The British High court ordered the U.K.’s Mirror Group Newspapers to pay around $180,000 (£140,600) in damages to Prince Harry, found that Harry’s phone was targeted several times between 2003 and 2009, according to the BBC report.

In major legal victory, the court ruled in favour of the Duke of Sussex and held accountable the Mirror Group Newspapers, publisher of Daily Mirror tabloid for hacking his mobile phone multiple times.

It was the long-running battle with the country’s tabloid press.

Justice Timothy, the presiding judge in the case said in a statement that he had awarded Harry the “modest” sum, as the case had shown the Mirror Group “only played a small part in everything that the Duke suffered” and “was not responsible for all the unlawful activity that was directed at the Duke, and that a good deal of the oppressive behaviour of the Press towards the Duke over the years was not unlawful at all.”

Prince Harry has alleged that he was the victim of more than 140 instances of illegal news gathering and the trial tested the evidence regarding 33 of those stories.
The judge said that only 15 out of the 33 articles that were “the product of phone hacking … or the product of other unlawful information gathering”.
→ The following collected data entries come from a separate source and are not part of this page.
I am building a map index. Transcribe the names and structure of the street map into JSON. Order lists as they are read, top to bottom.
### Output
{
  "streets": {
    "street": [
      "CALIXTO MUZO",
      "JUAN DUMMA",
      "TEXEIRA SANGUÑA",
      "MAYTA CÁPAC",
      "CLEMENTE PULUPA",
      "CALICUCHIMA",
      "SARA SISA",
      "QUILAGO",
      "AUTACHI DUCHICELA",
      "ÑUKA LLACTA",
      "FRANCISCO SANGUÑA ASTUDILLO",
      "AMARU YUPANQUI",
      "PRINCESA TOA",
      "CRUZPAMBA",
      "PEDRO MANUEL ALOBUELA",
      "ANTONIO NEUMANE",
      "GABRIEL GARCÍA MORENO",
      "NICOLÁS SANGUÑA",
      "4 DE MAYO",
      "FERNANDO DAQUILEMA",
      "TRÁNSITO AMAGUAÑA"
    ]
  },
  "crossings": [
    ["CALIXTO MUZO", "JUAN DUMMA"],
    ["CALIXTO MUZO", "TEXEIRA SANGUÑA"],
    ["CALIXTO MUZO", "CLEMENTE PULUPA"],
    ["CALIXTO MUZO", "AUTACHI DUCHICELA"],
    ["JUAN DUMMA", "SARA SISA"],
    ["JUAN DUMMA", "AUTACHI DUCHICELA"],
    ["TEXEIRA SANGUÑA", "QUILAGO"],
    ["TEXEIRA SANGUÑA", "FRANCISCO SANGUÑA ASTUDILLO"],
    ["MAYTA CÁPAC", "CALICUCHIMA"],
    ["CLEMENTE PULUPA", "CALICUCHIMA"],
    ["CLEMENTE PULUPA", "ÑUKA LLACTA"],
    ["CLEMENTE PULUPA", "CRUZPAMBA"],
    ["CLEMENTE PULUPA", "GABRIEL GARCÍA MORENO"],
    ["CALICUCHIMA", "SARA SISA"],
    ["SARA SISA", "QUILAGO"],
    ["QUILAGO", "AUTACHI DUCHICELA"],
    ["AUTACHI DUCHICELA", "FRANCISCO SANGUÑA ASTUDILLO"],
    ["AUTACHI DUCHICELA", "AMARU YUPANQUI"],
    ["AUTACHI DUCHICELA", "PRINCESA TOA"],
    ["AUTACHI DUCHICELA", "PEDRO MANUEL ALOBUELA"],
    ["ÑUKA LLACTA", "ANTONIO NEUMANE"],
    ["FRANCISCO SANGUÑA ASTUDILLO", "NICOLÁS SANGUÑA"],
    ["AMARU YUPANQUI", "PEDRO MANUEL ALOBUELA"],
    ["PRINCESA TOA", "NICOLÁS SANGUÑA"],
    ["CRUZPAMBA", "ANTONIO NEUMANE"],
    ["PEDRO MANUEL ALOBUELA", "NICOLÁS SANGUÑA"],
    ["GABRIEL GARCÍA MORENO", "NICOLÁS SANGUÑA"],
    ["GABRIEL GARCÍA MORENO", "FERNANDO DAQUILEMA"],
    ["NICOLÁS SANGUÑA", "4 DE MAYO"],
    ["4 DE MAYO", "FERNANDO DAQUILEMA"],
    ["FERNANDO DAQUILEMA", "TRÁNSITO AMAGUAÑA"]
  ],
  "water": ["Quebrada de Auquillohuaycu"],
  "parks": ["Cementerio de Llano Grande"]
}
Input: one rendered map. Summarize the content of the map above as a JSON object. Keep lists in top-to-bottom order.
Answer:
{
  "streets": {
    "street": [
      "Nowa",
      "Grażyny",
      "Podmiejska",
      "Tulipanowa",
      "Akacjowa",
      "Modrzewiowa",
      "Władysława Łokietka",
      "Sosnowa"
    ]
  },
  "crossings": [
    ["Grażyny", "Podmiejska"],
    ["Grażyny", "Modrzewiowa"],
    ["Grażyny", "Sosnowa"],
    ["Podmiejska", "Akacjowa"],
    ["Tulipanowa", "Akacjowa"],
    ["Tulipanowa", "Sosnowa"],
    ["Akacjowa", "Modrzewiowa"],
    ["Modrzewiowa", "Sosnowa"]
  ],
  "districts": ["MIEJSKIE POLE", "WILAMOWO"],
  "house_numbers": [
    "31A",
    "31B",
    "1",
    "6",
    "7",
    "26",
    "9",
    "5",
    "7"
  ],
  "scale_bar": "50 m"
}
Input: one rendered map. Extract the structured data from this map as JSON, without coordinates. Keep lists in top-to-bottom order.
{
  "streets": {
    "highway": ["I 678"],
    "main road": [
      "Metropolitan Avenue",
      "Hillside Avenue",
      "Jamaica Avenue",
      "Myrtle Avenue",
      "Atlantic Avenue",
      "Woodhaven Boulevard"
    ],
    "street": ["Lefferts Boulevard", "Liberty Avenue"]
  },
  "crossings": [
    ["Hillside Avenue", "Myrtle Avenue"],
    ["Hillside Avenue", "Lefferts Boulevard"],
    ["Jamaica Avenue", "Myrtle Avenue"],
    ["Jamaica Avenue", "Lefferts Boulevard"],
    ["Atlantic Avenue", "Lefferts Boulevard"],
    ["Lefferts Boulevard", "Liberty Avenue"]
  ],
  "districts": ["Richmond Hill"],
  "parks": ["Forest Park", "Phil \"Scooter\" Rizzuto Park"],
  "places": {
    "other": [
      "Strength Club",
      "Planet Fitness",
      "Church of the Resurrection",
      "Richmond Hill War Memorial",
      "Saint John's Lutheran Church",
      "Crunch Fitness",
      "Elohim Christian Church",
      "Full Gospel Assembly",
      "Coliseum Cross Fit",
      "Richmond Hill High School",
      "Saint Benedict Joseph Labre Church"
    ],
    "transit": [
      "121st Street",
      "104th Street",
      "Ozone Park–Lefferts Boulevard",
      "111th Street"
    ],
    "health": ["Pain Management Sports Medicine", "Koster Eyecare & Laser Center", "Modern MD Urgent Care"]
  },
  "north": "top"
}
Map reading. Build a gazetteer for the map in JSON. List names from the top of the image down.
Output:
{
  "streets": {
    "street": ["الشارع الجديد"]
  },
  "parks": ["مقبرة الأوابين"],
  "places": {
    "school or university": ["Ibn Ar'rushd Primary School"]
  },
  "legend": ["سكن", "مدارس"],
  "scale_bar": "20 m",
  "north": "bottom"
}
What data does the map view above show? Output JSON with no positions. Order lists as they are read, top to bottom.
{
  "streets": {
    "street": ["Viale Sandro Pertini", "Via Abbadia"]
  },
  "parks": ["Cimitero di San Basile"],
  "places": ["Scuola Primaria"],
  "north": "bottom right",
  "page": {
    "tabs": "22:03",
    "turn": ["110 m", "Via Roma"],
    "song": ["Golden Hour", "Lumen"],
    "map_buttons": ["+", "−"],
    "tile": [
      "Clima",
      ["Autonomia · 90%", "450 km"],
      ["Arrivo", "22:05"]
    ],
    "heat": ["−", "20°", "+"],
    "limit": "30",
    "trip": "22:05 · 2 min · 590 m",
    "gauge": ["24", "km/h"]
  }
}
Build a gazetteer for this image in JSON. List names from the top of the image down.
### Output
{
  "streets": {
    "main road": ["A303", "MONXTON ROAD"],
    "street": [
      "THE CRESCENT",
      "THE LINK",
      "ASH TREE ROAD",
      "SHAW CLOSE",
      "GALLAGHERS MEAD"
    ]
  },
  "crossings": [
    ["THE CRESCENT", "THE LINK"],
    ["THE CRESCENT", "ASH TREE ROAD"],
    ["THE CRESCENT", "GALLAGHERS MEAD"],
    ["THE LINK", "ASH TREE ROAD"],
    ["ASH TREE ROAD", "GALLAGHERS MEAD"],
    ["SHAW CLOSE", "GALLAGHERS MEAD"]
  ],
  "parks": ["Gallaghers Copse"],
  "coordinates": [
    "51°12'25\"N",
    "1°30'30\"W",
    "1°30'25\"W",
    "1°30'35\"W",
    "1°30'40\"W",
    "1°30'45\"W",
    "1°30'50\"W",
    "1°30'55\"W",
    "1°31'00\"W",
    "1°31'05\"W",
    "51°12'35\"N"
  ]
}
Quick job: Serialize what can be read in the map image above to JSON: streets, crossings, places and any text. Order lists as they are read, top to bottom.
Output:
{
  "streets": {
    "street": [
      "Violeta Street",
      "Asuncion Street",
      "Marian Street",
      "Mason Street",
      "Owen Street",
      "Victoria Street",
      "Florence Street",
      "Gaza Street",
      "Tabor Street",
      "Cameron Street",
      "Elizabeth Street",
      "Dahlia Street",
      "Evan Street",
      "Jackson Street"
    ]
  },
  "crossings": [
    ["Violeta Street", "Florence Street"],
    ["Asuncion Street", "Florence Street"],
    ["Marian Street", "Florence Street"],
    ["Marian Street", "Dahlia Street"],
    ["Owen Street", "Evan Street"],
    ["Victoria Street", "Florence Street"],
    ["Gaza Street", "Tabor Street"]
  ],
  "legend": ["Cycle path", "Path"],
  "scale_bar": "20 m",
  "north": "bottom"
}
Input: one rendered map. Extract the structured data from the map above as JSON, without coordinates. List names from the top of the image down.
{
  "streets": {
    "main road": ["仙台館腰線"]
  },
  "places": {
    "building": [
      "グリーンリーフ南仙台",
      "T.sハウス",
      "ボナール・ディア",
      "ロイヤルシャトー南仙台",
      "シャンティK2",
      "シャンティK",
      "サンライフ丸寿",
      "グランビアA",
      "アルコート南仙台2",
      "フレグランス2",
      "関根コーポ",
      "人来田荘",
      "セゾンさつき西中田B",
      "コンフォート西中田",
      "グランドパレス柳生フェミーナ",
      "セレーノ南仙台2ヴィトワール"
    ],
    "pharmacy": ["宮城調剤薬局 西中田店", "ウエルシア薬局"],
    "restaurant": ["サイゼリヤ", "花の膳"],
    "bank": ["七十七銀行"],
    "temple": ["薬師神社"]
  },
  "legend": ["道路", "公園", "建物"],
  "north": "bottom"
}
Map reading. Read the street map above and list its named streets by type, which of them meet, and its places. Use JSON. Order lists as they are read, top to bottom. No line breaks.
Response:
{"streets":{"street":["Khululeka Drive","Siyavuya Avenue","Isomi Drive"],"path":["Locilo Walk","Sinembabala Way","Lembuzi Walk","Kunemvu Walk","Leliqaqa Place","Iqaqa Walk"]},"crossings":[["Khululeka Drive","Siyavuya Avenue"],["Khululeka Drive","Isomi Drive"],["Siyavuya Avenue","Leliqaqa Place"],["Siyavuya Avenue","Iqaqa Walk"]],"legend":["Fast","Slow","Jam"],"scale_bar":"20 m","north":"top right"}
“I consider that his phone was only hacked to a modest extent, and that this was probably carefully controlled by certain people at each newspaper,” said Fancourt.

“There was a tendency for the Duke in his evidence to assume that everything published was the product of voicemail interception because phone hacking was rife within Mirror Group at the time. But phone hacking was not the only journalistic tool at the time, and his claims in relation to the other 18 articles did not stand up to careful analysis,” he added.